▶ _Work request_:
The entries below are to be given back exactly, with images excluded.

Start of Record excerpts

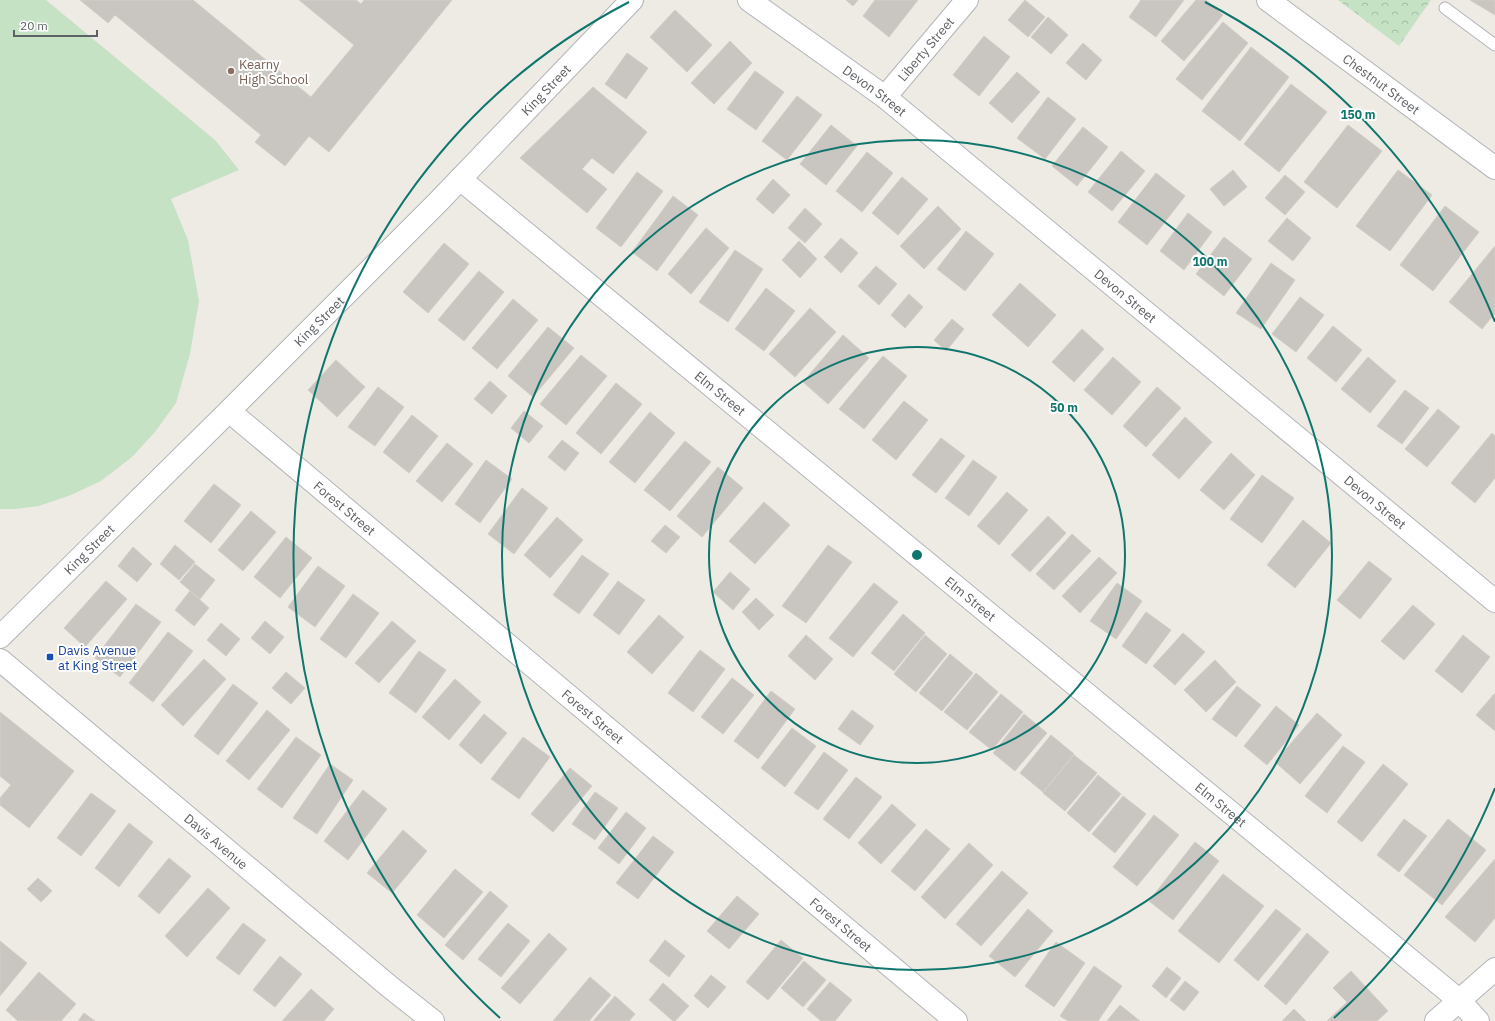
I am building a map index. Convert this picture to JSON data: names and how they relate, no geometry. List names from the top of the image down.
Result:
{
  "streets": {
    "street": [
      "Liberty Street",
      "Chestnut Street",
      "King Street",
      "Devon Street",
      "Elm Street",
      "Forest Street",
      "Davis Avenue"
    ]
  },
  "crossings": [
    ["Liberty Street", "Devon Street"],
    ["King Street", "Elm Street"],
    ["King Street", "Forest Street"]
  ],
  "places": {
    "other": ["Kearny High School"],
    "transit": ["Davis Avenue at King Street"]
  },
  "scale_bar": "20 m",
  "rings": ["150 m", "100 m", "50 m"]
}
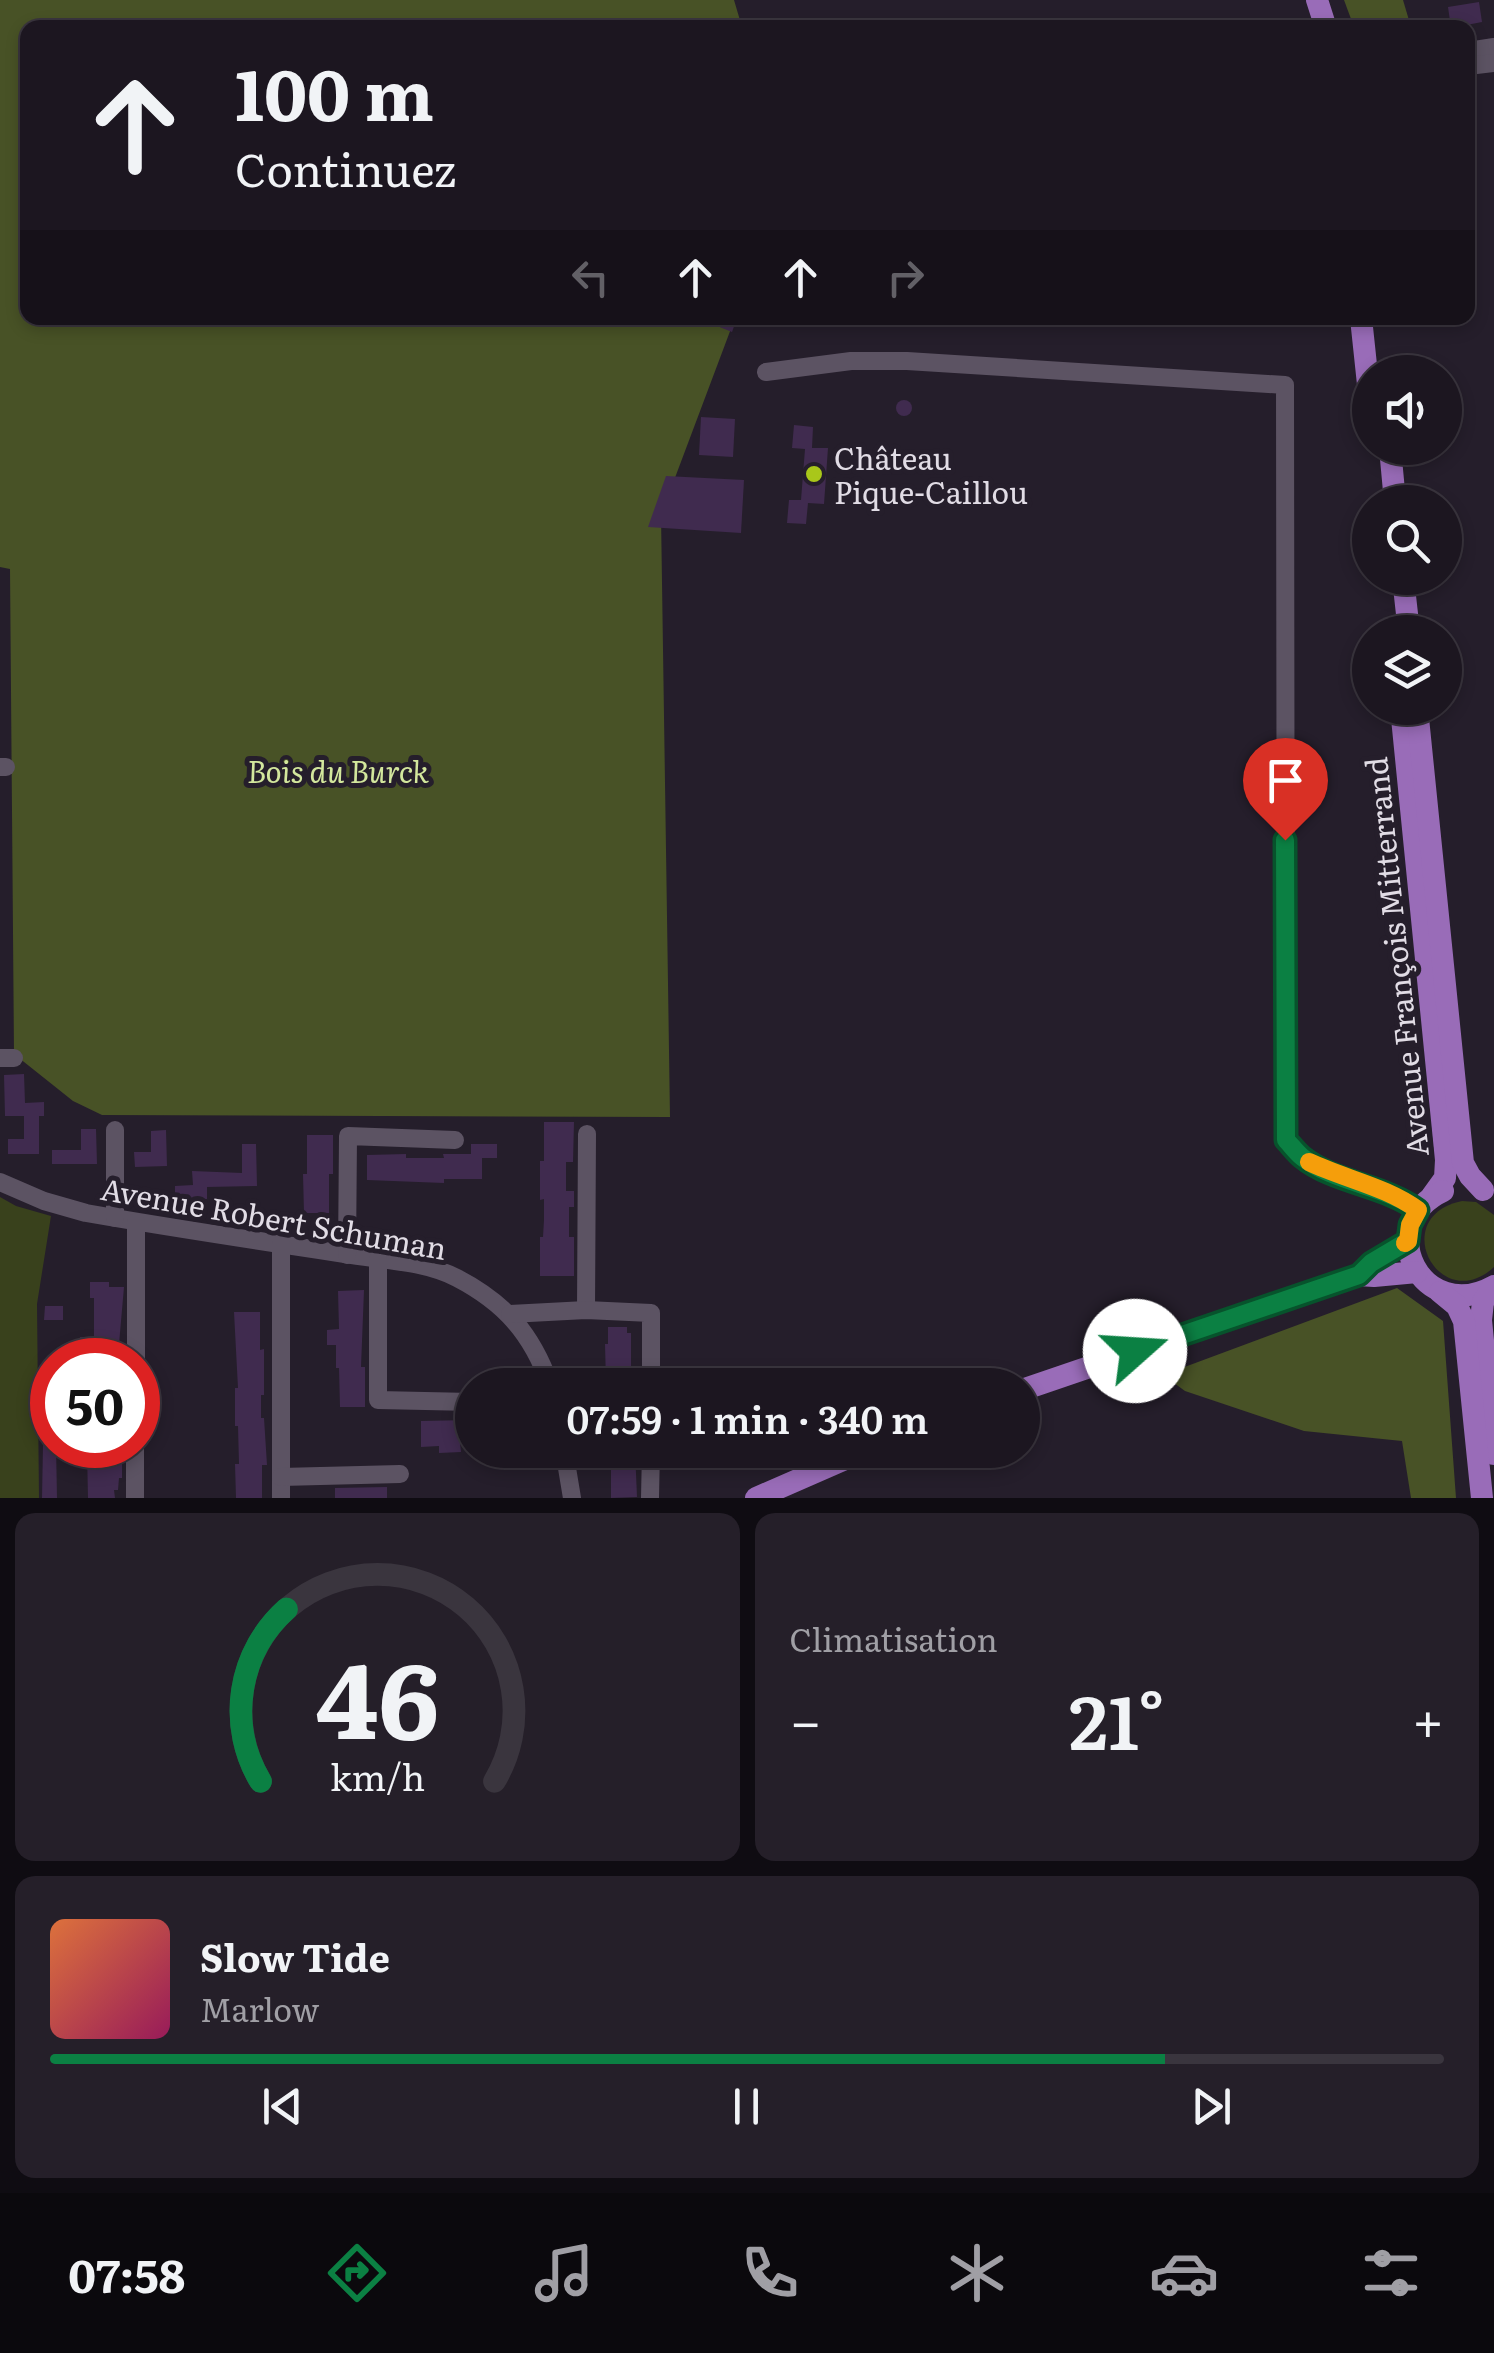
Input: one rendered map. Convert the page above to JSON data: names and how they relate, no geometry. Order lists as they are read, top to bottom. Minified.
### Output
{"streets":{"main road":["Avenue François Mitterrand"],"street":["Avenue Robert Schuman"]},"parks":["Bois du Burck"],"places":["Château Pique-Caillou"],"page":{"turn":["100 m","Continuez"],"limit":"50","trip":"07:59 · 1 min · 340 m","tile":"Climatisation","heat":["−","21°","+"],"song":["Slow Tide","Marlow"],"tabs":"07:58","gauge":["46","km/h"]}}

End of Record excerpts

▶ _The answer_:
I am building a map index. Convert this picture to JSON data: names and how they relate, no geometry. List names from the top of the image down.
Result:
{
  "streets": {
    "street": [
      "Liberty Street",
      "Chestnut Street",
      "King Street",
      "Devon Street",
      "Elm Street",
      "Forest Street",
      "Davis Avenue"
    ]
  },
  "crossings": [
    ["Liberty Street", "Devon Street"],
    ["King Street", "Elm Street"],
    ["King Street", "Forest Street"]
  ],
  "places": {
    "other": ["Kearny High School"],
    "transit": ["Davis Avenue at King Street"]
  },
  "scale_bar": "20 m",
  "rings": ["150 m", "100 m", "50 m"]
}
Input: one rendered map. Convert the page above to JSON data: names and how they relate, no geometry. Order lists as they are read, top to bottom. Minified.
### Output
{"streets":{"main road":["Avenue François Mitterrand"],"street":["Avenue Robert Schuman"]},"parks":["Bois du Burck"],"places":["Château Pique-Caillou"],"page":{"turn":["100 m","Continuez"],"limit":"50","trip":"07:59 · 1 min · 340 m","tile":"Climatisation","heat":["−","21°","+"],"song":["Slow Tide","Marlow"],"tabs":"07:58","gauge":["46","km/h"]}}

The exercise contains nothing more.